THE PROBLEM: Write the records below out in full, character for character, with no pictures.

★ ★ ★ ★ ★ ★ ★

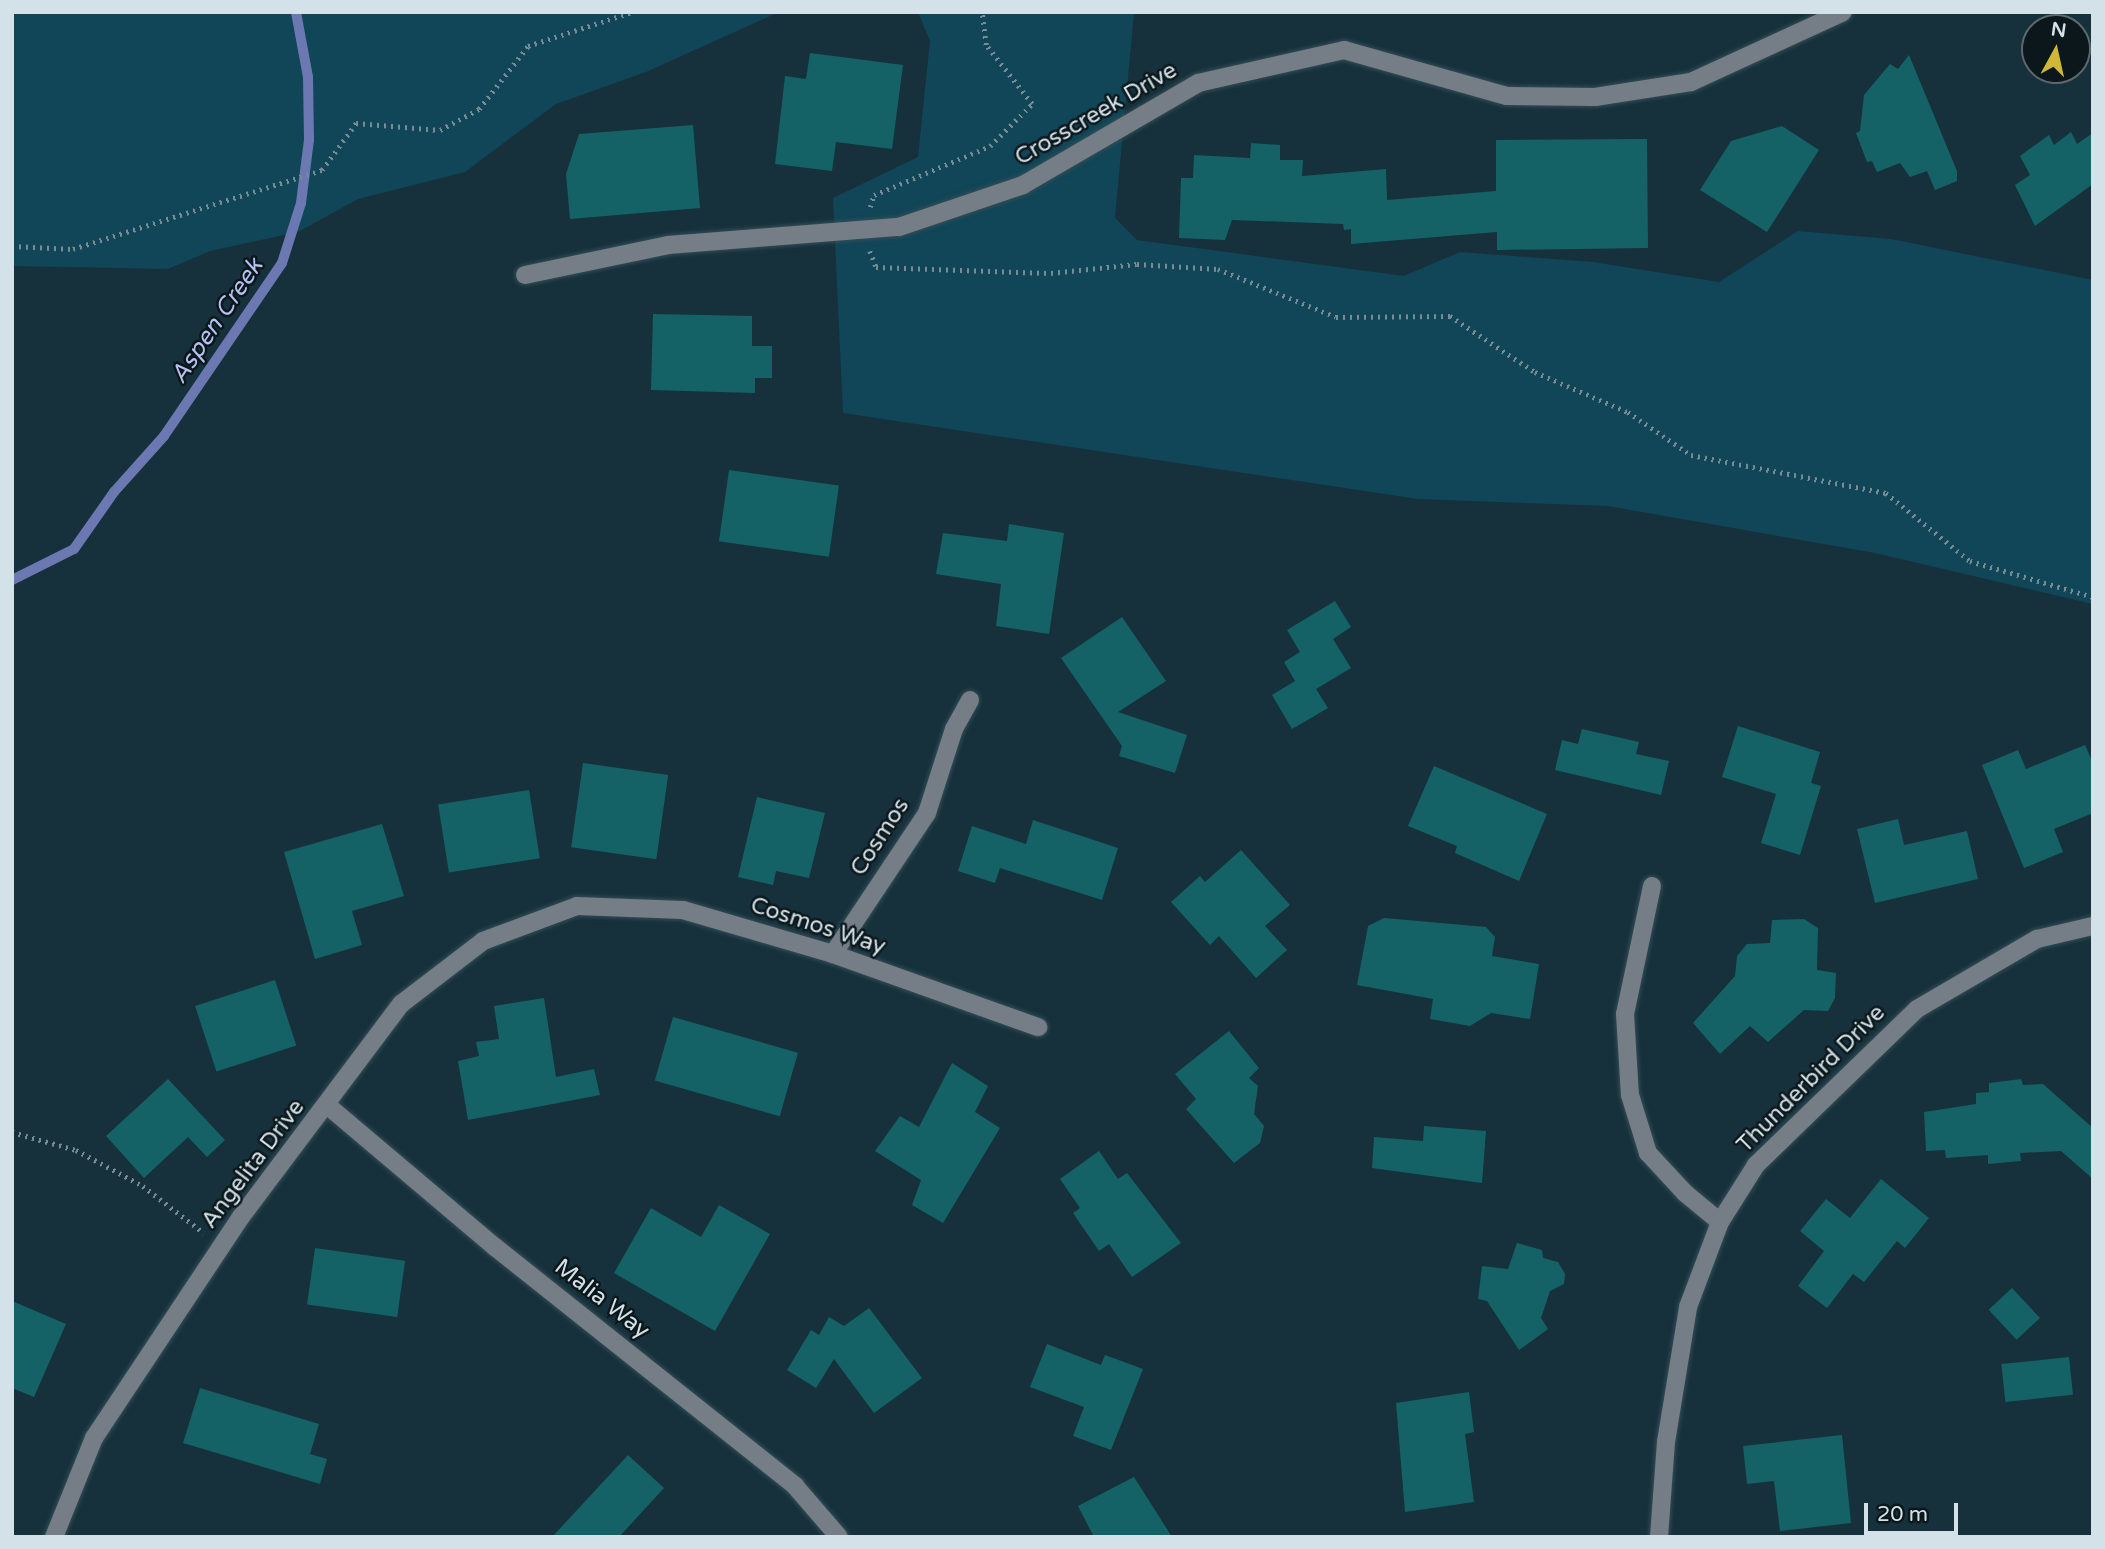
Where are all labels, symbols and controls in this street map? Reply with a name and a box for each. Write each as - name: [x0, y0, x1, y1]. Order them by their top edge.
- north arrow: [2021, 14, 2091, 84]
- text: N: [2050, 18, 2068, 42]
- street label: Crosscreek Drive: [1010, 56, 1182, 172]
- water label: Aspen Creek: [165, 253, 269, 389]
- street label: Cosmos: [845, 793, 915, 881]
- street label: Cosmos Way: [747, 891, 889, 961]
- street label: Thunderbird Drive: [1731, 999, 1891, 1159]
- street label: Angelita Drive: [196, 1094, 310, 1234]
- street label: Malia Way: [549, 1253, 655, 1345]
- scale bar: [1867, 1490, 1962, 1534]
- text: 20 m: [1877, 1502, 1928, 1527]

★ ★ ★ ★ ★ ★ ★

ANSWER TO THIS EXERCISE:
Where are all labels, symbols and controls in this street map? Reply with a name and a box for each. Write each as - name: [x0, y0, x1, y1]. Order them by their top edge.
- north arrow: [2021, 14, 2091, 84]
- text: N: [2050, 18, 2068, 42]
- street label: Crosscreek Drive: [1010, 56, 1182, 172]
- water label: Aspen Creek: [165, 253, 269, 389]
- street label: Cosmos: [845, 793, 915, 881]
- street label: Cosmos Way: [747, 891, 889, 961]
- street label: Thunderbird Drive: [1731, 999, 1891, 1159]
- street label: Angelita Drive: [196, 1094, 310, 1234]
- street label: Malia Way: [549, 1253, 655, 1345]
- scale bar: [1867, 1490, 1962, 1534]
- text: 20 m: [1877, 1502, 1928, 1527]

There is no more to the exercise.